Tonight they are going to a hospital benefit. Just the thought of it brings on a sigh. She knows she will feel as nothing against Joseph’s people, their sureness, their smart show of boredom.
When Joseph has had enough of it he will send her home in a cab, go on to indulge in the life he keeps secret. She doesn’t mind, she tires long before him and would prefer to read anyway. He is always there when she wakes, though, making—without vodka, he says—his morning Bloody Mary, her tea.
“You’re a man for the moon hours,” she tells him, and he laughs.
Before he showers she can smell the night on him, kerosene, she thinks, and something sharp, it’s not unpleasant.
“Why kerosene?” she asks.
“You imagine it,” he says, not wanting to tell her it’s the lamp oil from Li’s place, where he buys his share of bliss.

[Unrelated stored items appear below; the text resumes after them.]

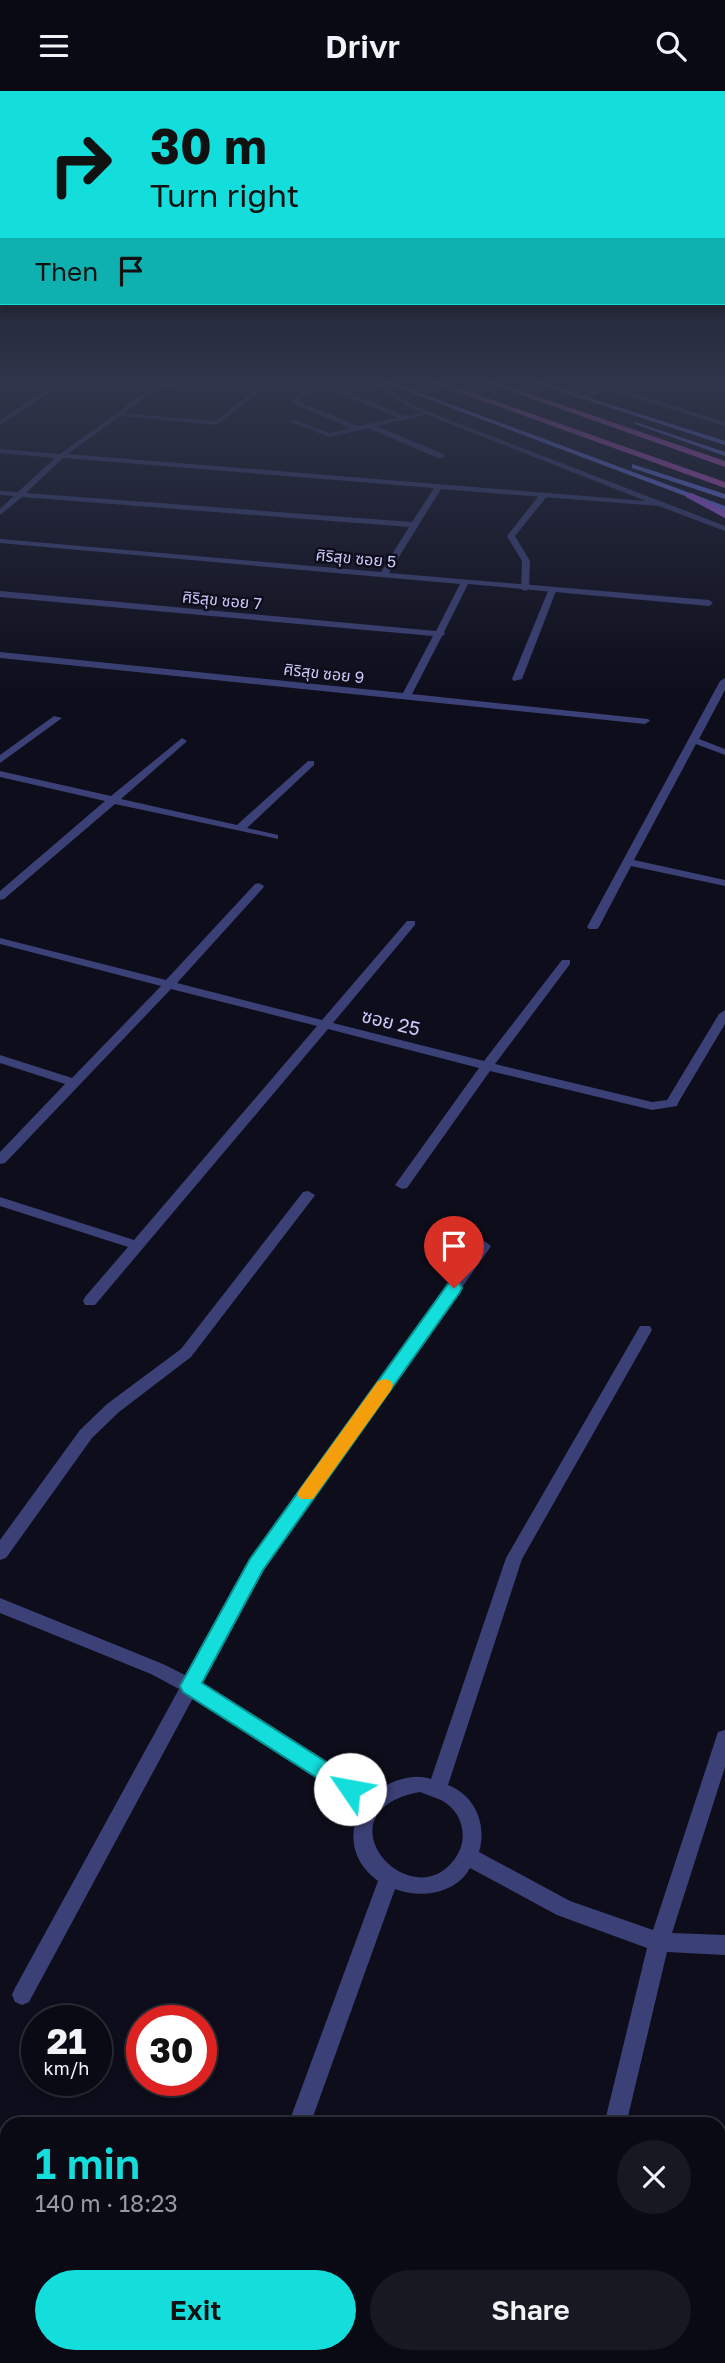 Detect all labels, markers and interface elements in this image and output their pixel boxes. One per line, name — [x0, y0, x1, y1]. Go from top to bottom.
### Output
icon: menu — [35, 27, 73, 65]
text: Drivr — [325, 27, 400, 65]
icon: search — [652, 27, 690, 65]
text: 30 m — [150, 116, 267, 175]
icon: right — [35, 119, 126, 210]
text: Turn right — [150, 176, 299, 214]
icon: arrive — [112, 252, 150, 290]
text: Then — [35, 256, 98, 287]
street label: ศิริสุข ซอย 5 — [315, 545, 397, 571]
street label: ศิริสุข ซอย 7 — [181, 587, 263, 613]
street label: ศิริสุข ซอย 9 — [283, 659, 365, 687]
street label: ซอย 25 — [359, 1003, 423, 1040]
pin — [424, 1216, 484, 1288]
icon: arrive — [435, 1227, 473, 1265]
position arrow — [313, 1752, 387, 1826]
speed limit sign: 30 — [126, 2005, 217, 2096]
text: 21 — [47, 2020, 86, 2062]
text: km/h — [44, 2057, 89, 2079]
text: 1 min — [35, 2138, 140, 2188]
button: close — [617, 2140, 691, 2214]
text: 140 m · 18:23 — [35, 2189, 178, 2217]
button: Exit — [35, 2270, 356, 2350]
button: Share — [370, 2270, 691, 2350]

He wants her approval, can’t imagine that he would get it if he were to tell her the truth of his life. Never mind his need of opium, what would she make of his lovers, those uptown boys who claim to be the sons of Russian princes, and the less salubrious breed who strut between Seventh and Hudson dressed up in boots and Stetsons?
But she has guessed Joseph’s secret. He is living a lie, and the damage of it is always there between them. It’s not so much that he looks at men when he is out with her, more that he never notices women, unless to observe how badly they are dressed, how overperfumed.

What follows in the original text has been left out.